Они не посмотрели друг на друга и не сказали друг другу ни слова. Но странное создание, давно уже обитающее в этой камере, по какому-то молчаливому согласию уступило незнакомцу свою койку. Само же оно устроилось под холодной стеной. Незнакомец прикрылся своим тоненьким плащом и вскоре впал в забытье.
Эльф продолжал сидеть под стеной и смотреть на него. Холод выглядел страшно, а на ощупь был еще и отвратителен. Спина эльфа чувствовала прикосновение его противных пальцев даже сквозь одеяло.
Спящий дрожал.
С трудом отойдя от стены, эльф почему-то приполз к нему и прикрыл его своим одеялом, а на себя накинул старенький плащ чужака и вновь съежился под стеной.
Спать он не мог. Точно так же он не мог бодрствовать.
Сколько времени прошло - он не знал и не заметил. Однако луна все еще заглядывала в его грязную камеру, а значит, была ночь. Тяжелые шаги вновь нарушили ночную тишину: трое охранников приближались к решеткам. Если бы он был более внимателен, он бы обязательно заметил, что это были не те охранники, что обычно приходили. И форма на них была другая... Но он не посмотрел на них и ничего не заметил.
- Большой ошибкой было приводить его сюда... Вы хоть представляете, как это опасно?..
- Простите...
- Где он?
- Вон там, в той камере.
- Его нельзя здесь оставлять. Это очень опасно для всех нас.
- Действительно... Не дай бог, подохнет еще, и тогда всем нам крышка.
- Он в любом случае долго не протянет.
Третий охранник шел за ними, прикрывая нос и рот рукавом.
- Да не бойся ты. Если он жив, ты не заразишься. Эта болезнь распространяется на довольно большую территорию и поражает всех вокруг лишь после смерти носителя.

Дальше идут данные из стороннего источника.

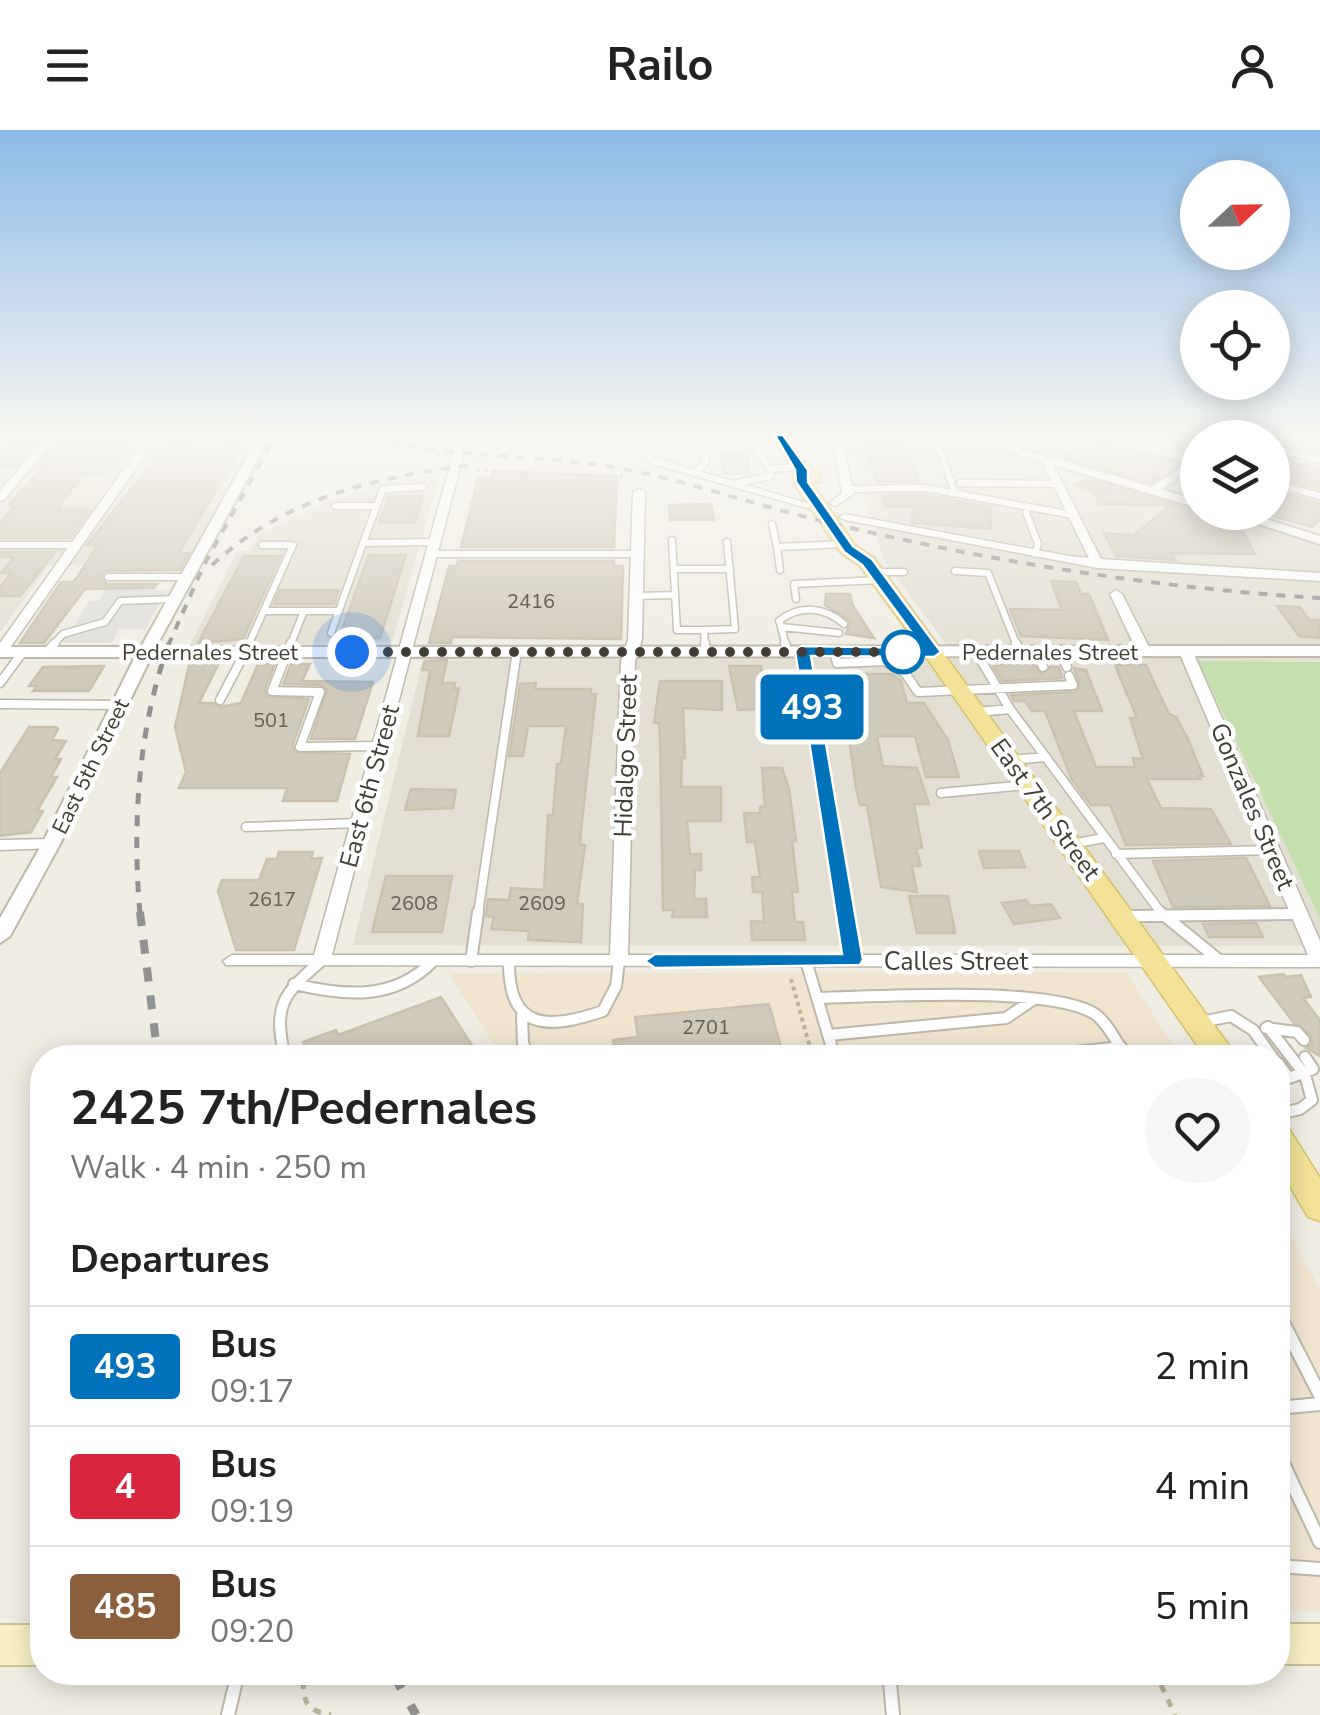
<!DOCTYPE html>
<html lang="en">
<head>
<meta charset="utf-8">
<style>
	body { margin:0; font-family:"Nunito Sans",sans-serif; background:#f6f6f6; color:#222; height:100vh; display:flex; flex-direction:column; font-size:38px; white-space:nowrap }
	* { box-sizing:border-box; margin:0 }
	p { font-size:32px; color:#767676 }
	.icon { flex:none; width:55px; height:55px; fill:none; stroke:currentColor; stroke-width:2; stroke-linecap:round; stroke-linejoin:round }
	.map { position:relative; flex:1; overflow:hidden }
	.drawer { position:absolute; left:30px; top:915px; width:1260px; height:640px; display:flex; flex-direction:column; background:#fff; border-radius:40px; box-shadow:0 5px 25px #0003 }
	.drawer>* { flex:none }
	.badge { padding:0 20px; border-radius:8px; font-size:35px; line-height:65px }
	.needle { width:65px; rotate:68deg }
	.buttons { position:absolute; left:1180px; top:30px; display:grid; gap:20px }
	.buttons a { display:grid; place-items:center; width:110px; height:110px; border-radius:50%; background:#fff; box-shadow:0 5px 25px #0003; font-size:50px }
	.you { position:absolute; width:50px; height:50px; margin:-25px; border:8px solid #fff; border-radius:50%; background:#1a73e8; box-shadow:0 0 0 15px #1a73e833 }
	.map>.badge { position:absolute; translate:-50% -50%; box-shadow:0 0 0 5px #fff }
	h2 { padding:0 40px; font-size:38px; line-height:90px }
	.round { display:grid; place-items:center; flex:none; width:105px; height:105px; border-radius:52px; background:#f6f6f6 }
	.overview { display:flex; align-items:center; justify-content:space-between; height:170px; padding:0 40px }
	h1 { font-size:48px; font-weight:700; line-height:75px }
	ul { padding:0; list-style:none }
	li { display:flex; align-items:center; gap:30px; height:120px; padding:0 40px; border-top:2px solid #e0e0e0 }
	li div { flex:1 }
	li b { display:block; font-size:38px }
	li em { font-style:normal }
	li .badge { min-width:110px; font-weight:700; text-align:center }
	header { display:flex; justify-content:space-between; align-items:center; height:130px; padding:0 40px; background:#fff; font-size:45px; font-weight:700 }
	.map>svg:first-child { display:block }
	.residential { fill:#e3dfd2 }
	.commercial { fill:#f0e6d0 }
	.green { fill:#c5e0af }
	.parking { fill:#e1dfdb }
	.building { fill:#d0caba; stroke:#cac2ae; stroke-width:2.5 }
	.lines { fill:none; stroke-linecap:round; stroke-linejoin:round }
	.service-far3-casing { stroke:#bdb8aa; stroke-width:9 }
	.service-far2-casing { stroke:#bdb8aa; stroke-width:11 }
	.service-far1-casing { stroke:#bdb8aa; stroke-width:14 }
	.service-casing { stroke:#bdb8aa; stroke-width:16 }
	.minor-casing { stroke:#bdb8aa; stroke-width:3 }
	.tertiary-casing { stroke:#bdb8aa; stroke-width:4 }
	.secondary-casing { stroke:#cbc397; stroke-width:4 }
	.primary-casing { stroke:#d6c16b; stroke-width:3 }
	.path-far2 { stroke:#bab29a; stroke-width:2.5; stroke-dasharray:4 4; stroke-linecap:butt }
	.path-far1 { stroke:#bab29a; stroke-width:4; stroke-dasharray:4 4; stroke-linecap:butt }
	.path { stroke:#bab29a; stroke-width:5; stroke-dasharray:8 8; stroke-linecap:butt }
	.service-far3 { stroke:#fff; stroke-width:6 }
	.service-far2 { stroke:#fff; stroke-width:8 }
	.service-far1 { stroke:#fff; stroke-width:10 }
	.service { stroke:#fff; stroke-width:12 }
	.minor { fill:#fff; fill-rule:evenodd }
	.tertiary { fill:#fff; fill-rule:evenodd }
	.secondary { fill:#f8f1c5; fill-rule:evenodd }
	.primary { fill:#f3e398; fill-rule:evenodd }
	.rail-far3 { stroke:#929292; stroke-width:4; stroke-dasharray:9 9; stroke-linecap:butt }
	.rail-far2 { stroke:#929292; stroke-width:5; stroke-dasharray:11 11; stroke-linecap:butt }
	.rail-far1 { stroke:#929292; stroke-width:8; stroke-dasharray:14 14; stroke-linecap:butt }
	.rail { stroke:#929292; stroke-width:9; stroke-dasharray:19 19; stroke-linecap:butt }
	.line { fill:#0072bc; stroke:#fff; stroke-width:2.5 }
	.walk { stroke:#413d34; stroke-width:10; stroke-dasharray:0 18 }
	.stop-dot { fill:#fff; stroke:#0072bc; stroke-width:5 }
	.labels { text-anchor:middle; stroke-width:9; stroke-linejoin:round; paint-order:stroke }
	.number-label { font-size:20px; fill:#656056 }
	.far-street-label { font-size:22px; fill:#413d34; stroke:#fff }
	.street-label { font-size:25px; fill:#413d34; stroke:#fff }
</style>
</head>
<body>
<header><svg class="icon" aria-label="menu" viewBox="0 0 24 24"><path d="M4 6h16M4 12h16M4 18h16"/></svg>Railo<svg class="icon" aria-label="person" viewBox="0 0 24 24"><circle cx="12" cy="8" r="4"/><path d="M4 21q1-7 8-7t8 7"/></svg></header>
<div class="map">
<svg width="1320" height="1585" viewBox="0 0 1320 1585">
	<rect width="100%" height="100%" fill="#f0ede3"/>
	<path class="residential" d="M0,307H255L185,435H49L0,502Z
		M845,307H951L1197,378L1198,382L1211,383L1320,414V531L1198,532L1320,789V816L353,815L423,530L957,529L884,430Z
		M982,307H1320V368L1273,355L1272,308H1198L1197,338L1172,359Z
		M441,342L392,512L189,517L237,421H249L258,406L329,371L382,354Z"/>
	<path class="commercial" d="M1126,842L1181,927H501L449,843Z
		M1278,1081L1320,1160V1481L1278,1482Z"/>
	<path class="green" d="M1198,531L1320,532V789Z"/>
	<path class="parking" d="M105,460H168L145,499H119L111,513H62L90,471H98Z"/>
	<path class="building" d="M19,308H41L16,336H0V327Z
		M60,308H132L129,312H133L106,344H83L57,380H91L70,408H0V393L15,376H8L44,336H38Z
		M172,308H192L188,315H223L227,308H246L179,423H189L180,440L105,441L101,448L107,454H157L154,458L85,459L44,513H20L61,452H73L78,446L98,415H87Z
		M861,308H903L919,351L877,352Z
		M1104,312L1106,314L1170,331L1153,345L1160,347L1152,353L1063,327L1082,314L1095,318Z
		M721,322H747L750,343L723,344Z
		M1279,327L1320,340V359L1283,349L1290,343L1272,338Z
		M492,341L617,347L614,417H461L478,348H491Z
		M1087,349L1237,391L1255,424L1172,423L1176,430L1116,426L1104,403L1138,406L1136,403L1171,375L1099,374L1093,361L1076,355Z
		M1272,360L1320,373V390L1312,397L1272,386Z
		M883,365H924L990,377L991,399L912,393L913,377L884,376Z
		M389,366H423L415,392H379Z
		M711,374L714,390H670L669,375Z
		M0,422H55L20,466H0V458L11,443H1L12,430V427H0Z
		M369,425H406L380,508H339Z
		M244,426H281L243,509L198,513Z
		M458,431H614V436H623L621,509L452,507L451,513H429L449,436H456Z
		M1051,451L1076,452L1081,464H1089L1108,510L1021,506L1010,479L1062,480Z
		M280,460H339L334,474H274Z
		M826,464H850L853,476L874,508L846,504L850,491L825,475Z
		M1277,476L1300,477L1309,490H1320V508L1299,506Z
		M447,530L442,553H455L454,559L459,558L449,606H418L430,540H422L425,531Z
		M1029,530L1041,544L1050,537H1059L1062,548L1002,551L993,536Z
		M190,531H220L199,573H213L219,577L241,573L258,534H275L265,559L266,566L309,569L293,614L294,622L350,624L337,671H283L287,658H179L186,642L175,597Z
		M291,534H310L302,551L373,552L355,609H311L327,560L321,555L283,554Z
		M1115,535H1146L1169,584L1176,587L1188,609L1203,646H1198L1200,649H1147L1161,678L1211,679L1231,714L1126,715L1110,675H1091L1072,650L1045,581H1032L1025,571H1014L1011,565L1076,562L1080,555L1074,538L1086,540L1102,581H1074L1096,637H1135L1133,628L1143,629L1130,588H1137Z
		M104,536L89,561H33L37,556H29L43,537Z
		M729,536H761L766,579L738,580Z
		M822,544H892L901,551L907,573H924L948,610L959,647H926L915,606H877L883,636L917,638L929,674H914L922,718H916L921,736H912L917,762L881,757L867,675H860L856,658L844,573L840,562H825Z
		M660,551H722V580L683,578L685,628H682L681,657H721V691H687L690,724H701V740H695L694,769H706L707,787H672L674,780H663L660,609L659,593H654Z
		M536,553L535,559H591V564H596L580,710L581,715H585L577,774H583L581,812L528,810L529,801L491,799L494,787L486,786L488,769L509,770L511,758L544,760L548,685H553L557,634H561L566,596H528L523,626H509L520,554Z
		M29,597H56L58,599L52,610L66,611L55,629H61L51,647H57L37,681H43L31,702L0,706V643Z
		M762,638H782L789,659L796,711H792L798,762H792L795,792H803L805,810H752L751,791L764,792L762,762H753L752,747H760L755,712H747L744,683H760V677H765Z
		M411,659L456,660L453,678L405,680Z
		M979,721H1019L1025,737L984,738Z
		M279,722H313L311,729L322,728L294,820H236L218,761L222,750H259L267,729H277Z
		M1246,728L1270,776L1173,777L1153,731Z
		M386,746H452L442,802H372Z
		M909,766H948L955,803H917Z
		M1026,770L1030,776L1051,774L1060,788L1014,794L1002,773Z
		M1256,793L1263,807H1209L1203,794Z
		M1283,844L1286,847L1301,845L1311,867L1303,868L1320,890V926L1306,918L1312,914L1311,905L1294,893L1259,847Z
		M441,867L480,928H311L303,912L336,900L338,905Z
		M769,874L784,928H616L613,910L638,907L635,887Z"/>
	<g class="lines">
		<defs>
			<path id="service-far3" d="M935,307L955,363
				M1108,307L1198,332
				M783,313L754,314L769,339L800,337
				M728,314H754L752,307
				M695,343L706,332L704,307
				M960,353L1058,354
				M1272,353L1320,366
				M732,354L771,346L769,339
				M423,357L383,359L363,413L436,412
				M847,359L925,358L1073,385
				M335,376H377
				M1026,382L1038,414L1035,424
				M772,394L777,417L845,414
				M672,410L677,500H704
				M0,415H77
				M777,417L780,440
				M432,424H637
				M674,439H730
				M955,441L988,443L1017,516
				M874,442H904
				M108,447H185
				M636,466L675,465
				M796,469L794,454L880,450
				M265,481H339
				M779,491C799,474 825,477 844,494
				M780,493L786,516
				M782,497L839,503
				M331,503L363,413
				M52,516L63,504L105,492L120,471L173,469
				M248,516L293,415H262
				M290,516L304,481
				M705,516L704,500L735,499L727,412"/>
			<path id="service-far2" d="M291,513L272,561L320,562L300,617L379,616
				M705,513L706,521
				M785,513L787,521
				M1016,513L1020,522
				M834,521L837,533L889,531
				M976,522L1010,579L1162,784
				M1036,522L1043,537
				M1060,522L1067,537
				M46,523L55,513
				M889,534L905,543L918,562L1073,555L1069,546
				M0,553L22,523
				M220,570L250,513
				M0,574L121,575
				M977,582L1010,579
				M1011,630L1046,627
				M941,663L1026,655
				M246,697L359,693
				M1071,714L1104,708
				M1116,724L1272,720
				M478,784L517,521
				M1257,784H1299"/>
			<path id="service-far1" d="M1160,782L1219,830
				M1127,786L1299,784
				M471,831L478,782
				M509,831C508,901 548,900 603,881L616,856L619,831
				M806,831L835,928
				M294,854C345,866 394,871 433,831
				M817,868C878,867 1049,855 1095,884C1108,893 1118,915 1127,928
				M522,886L523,913L529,928
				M1201,892L1231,886L1253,900L1273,928
				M1268,897L1305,945L1312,970L1300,979L1278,984
				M1266,898L1297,902L1304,910
				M829,905L1006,888L1034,869
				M285,928C273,875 282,865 321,831
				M1022,928L1121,917
				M1278,933L1289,948L1313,939L1305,927"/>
			<path id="service" d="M1278,1183L1320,1265
				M1278,1278L1320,1274
				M1278,1323L1320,1412
				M1278,1436L1320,1439
				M1278,1484L1286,1505
				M889,1542L893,1585
				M228,1585L238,1542"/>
			<path id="minor" d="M46,307H57L4,370L0,371V361Z
				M147,307H158L5,525L0,526V513Z
				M458,307H468L332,825H610L621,531L628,510L633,362L639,359L645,362L642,510L635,531L628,825H843L795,521L802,517L809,521L861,825H1308L1179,522L1186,518L1193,522L1320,811V837L226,835L223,831L232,825H314Z
				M636,307H646L647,320L658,329L827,379L817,381L650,333L637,321Z
				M832,307H842L854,364L835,376L829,373L842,363Z
				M1229,307H1239V308H1229Z
				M1272,315L1320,327V333L1272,321Z
				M1198,325V333L1157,363H1149V359Z
				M1046,327L1051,330L1101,429L1320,443V451L1098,438L845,390L839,387L845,384L1069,426L1089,428L1041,330Z
				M1116,460L1122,464L1151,521L1149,524L1144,525L1137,521L1110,464Z
				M51,709L57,710L59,714L57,718L0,720V710Z"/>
			<path id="tertiary" d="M258,307H270L156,517L1320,516V526L151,527L60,714L10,806L0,813V788L42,714L135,527H0V517H141Z
				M960,307H981L1198,370V378Z
				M1221,382H1243L1320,406V414Z"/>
			<path id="secondary" d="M1278,1494H1320V1534H1278Z
				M0,1495H42V1535H0Z"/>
			<path id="primary" d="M771,307H787L807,335L820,344V352H811L855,415L874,428L1238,928H1206L910,504L860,436L841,423L793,352V339Z
				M1278,995L1289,999L1320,1048V1091L1308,1087L1278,1036Z"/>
		</defs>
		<use href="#service-far3" class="service-far3-casing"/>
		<use href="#service-far2" class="service-far2-casing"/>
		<use href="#service-far1" class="service-far1-casing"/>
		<use href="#service" class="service-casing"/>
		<use href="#minor" class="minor-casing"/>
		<use href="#tertiary" class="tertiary-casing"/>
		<use href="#secondary" class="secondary-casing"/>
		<use href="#primary" class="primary-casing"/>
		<path class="path-far2" d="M474,333L475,329
			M476,340L623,346"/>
		<path class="path-far1" d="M791,849L813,928"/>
		<path class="path" d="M303,1551C304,1575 307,1580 331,1585
			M1161,1555L1175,1585"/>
		<use href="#service-far3" class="service-far3"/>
		<use href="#service-far2" class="service-far2"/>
		<use href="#service-far1" class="service-far1"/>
		<use href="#service" class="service"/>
		<use href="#minor" class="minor"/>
		<use href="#tertiary" class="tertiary"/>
		<use href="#secondary" class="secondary"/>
		<use href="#primary" class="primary"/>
		<path class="rail-far3" d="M374,307C458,330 544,323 629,340C698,354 765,378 834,394C994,432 1156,458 1320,468
			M212,435C286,367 376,347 473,335
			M168,516L203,437L275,307"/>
		<path class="rail-far2" d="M140,784C132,694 138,599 169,513"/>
		<path class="rail-far1" d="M140,782L158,928"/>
		<path class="rail" d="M392,1542L416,1585"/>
	</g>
	<linearGradient id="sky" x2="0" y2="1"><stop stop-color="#8dbbe8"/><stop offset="0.58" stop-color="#f8f7f2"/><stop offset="1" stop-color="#f8f7f2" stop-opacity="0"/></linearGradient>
	<rect width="1320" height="529" fill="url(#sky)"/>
	<path class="line" d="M775,305H783L808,340V352L853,416L872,429L941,522L934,527L811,526L863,830L860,835L655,838L645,831L655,824H842L795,521L802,516L923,518L862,435L844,422L796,352L795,340Z"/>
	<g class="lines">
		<path class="walk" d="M352,522H910H903"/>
	</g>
	<circle class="stop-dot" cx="903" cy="522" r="20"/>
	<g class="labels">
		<g class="number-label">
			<text x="531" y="478">2416</text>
			<text x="271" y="597">501</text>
			<text x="272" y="776">2617</text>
			<text x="414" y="780">2608</text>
			<text x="542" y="780">2609</text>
			<text x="706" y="904">2701</text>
		</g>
		<g class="far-street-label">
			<text x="210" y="530">Pedernales Street</text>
			<text x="1050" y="530">Pedernales Street</text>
			<text transform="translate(90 636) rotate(-64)" y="8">East 5th Street</text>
		</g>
		<g class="street-label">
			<text transform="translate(625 626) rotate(-88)" y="9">Hidalgo Street</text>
			<text transform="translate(369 656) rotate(-75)" y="9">East 6th Street</text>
			<text transform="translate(1253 676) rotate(67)" y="9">Gonzales Street</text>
			<text transform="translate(1046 679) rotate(54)" y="9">East 7th Street</text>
			<text x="956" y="840">Calles Street</text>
		</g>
	</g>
</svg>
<div class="buttons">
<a><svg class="needle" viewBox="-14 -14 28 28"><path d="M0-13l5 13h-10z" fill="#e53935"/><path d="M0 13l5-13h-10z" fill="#767676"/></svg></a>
<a><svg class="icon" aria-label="locate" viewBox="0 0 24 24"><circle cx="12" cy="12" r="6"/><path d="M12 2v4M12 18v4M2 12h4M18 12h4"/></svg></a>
<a><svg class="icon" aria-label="layers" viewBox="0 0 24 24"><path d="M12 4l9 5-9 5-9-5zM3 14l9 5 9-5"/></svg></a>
</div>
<div class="you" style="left:352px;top:522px"></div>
<b class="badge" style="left:812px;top:577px;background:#0072bc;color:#fff">493</b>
<section class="drawer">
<div class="overview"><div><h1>2425 7th/Pedernales</h1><p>Walk · 4 min · 250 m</p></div><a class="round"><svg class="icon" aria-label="heart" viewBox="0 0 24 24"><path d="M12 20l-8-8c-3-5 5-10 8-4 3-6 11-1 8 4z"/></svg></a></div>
<h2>Departures</h2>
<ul>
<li><span class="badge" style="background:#0072bc;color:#fff">493</span><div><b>Bus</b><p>09:17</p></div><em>2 min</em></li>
<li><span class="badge" style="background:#d7263d;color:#fff">4</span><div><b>Bus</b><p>09:19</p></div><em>4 min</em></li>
<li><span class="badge" style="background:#8b5e3c;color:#fff">485</span><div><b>Bus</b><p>09:20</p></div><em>5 min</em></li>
</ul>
</section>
</div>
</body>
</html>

- Вот как... Тогда молитесь, чтобы он был жив.
Когда охранники подошли, один из них вошел в камеру и, грубо схватив эльфа за локоть, поднял его на ноги и вытолкнул из камеры. Ничего не говоря, двое других взяли его под руки и повели по длинным темным коридорам; он еле держался на ногах.
Коридоры вывели их из тюрьмы. У последней двери один из охранников сказал, что провинциальный правитель даровал ему прощение и что он может идти. Не только может, но и должен. И чем дальше, тем лучше.
- От греха подальше... - услышал он у себя за спиной и с трудом зашагал вперед, уже без поддержки стражников.
- Он и нескольких часов не протянет, - сказал один из охранников.
- Ничего... пусть уйдет как можно дальше.
Он шел. Не останавливаясь и не оглядываясь. Здание тюрьмы, горы и холмы остались позади. Он был так слаб, что не было сил даже остановиться. Ноги сами шли вперед, очень медленно, и каждое движение отдавало болью во всем его теле. Глаза смотрели по сторонам, но ничего не видели и не воспринимали.
Через несколько голых холмов он перестал чувствовать боль, так как не чувствовал уже и собственного тела. Все вокруг начало кружиться, пропало чувство равновесия и ощущение земли под ногами. До лесов оставалось совсем чуть-чуть. Ему почему-то хотелось обязательно дойти до лесов. Если бы он мог о чем-нибудь думать, наверняка его первой мыслью было бы то, что смерть всегда шла за ним по пятам, но никак не могла догнать. Даже смерть ненавидела его, даже она сторонилась.
Он ходил. Всегда и много. Для чего и куда - он и сам не знал. Он вообще мало что знал. В его восприятии не было грани, которая отделяла бы реальность от сна, явь от бреда.
Как давно он начал скитаться - он и сам не помнил. Как и не помнил уже причину своих скитаний. Но они стерли из его жизни дни и ночи. Он потерял сон и потерял ощущение реальности. Он стал призраком, который появлялся и уходил незамеченным. Самые разные создания, встретив его как-то, жалели его, но мало что могли изменить; когда он уходил, они так же быстро забывали о его существовании... Он шел вперед, ничего не осознавая и не понимая. Он не знал, что двигало им. Кто и откуда он, куда и зачем он идет - это были вопросы, которыми он задался бы, если бы мог думать. А если бы он еще умел задумываться и ставить перед собой сложные вопросы, то наверняка одним из важнейших таких вопросов было бы то, за что жизнь его так ненавидела, что не хотела избавить его от своей назойливой компании.